# Requirement:
Copy out each line containing "سعيد" from the entries below.

(Saved data entries)
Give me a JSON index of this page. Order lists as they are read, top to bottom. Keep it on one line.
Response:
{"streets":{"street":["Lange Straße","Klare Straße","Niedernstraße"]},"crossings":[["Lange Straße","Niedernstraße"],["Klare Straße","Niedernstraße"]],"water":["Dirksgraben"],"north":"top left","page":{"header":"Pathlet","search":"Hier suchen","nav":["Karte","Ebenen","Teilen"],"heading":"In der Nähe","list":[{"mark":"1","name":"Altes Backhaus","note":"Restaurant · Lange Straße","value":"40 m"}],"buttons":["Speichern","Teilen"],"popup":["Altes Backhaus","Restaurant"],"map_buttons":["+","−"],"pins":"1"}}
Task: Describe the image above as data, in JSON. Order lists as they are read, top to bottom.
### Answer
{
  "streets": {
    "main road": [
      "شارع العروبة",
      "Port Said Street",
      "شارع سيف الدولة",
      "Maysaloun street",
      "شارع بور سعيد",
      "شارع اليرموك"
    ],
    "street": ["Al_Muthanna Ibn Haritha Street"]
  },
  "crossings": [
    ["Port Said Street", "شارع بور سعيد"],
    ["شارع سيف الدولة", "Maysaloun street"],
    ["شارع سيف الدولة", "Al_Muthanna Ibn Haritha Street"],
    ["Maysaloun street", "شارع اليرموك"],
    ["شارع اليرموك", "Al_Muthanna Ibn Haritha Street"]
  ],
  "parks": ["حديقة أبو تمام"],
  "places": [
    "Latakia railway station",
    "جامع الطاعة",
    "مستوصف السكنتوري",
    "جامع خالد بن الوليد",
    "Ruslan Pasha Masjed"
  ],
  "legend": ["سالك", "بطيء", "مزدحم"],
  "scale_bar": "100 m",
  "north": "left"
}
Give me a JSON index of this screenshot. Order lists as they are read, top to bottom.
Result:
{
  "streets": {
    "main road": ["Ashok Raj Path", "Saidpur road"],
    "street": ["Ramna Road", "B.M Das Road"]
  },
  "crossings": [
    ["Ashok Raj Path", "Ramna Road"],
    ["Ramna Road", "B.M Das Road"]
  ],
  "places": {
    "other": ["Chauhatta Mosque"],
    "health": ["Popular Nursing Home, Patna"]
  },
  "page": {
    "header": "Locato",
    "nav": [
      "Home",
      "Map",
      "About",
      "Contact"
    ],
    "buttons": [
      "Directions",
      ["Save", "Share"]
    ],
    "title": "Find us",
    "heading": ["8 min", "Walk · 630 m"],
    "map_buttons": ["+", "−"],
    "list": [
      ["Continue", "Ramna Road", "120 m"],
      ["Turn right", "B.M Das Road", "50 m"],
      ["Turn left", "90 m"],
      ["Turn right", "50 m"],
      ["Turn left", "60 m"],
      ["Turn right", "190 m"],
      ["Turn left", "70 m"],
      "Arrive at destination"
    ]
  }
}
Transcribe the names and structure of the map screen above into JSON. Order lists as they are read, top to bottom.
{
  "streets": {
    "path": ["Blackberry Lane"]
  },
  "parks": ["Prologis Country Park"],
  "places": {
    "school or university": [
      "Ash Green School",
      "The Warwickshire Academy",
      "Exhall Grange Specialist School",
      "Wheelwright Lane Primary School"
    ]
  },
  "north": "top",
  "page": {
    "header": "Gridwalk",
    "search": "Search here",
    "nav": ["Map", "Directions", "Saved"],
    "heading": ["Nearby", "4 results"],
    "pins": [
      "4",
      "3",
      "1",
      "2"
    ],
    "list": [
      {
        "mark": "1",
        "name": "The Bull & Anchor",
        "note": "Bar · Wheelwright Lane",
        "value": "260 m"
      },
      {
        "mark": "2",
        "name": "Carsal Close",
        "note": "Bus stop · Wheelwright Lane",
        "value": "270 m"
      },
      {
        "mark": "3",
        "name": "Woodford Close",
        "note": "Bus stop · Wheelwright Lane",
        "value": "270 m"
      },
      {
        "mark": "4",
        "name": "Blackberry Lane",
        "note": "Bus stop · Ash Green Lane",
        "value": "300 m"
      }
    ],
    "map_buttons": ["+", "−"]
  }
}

# Reply:
      "شارع بور سعيد",
    ["Port Said Street", "شارع بور سعيد"],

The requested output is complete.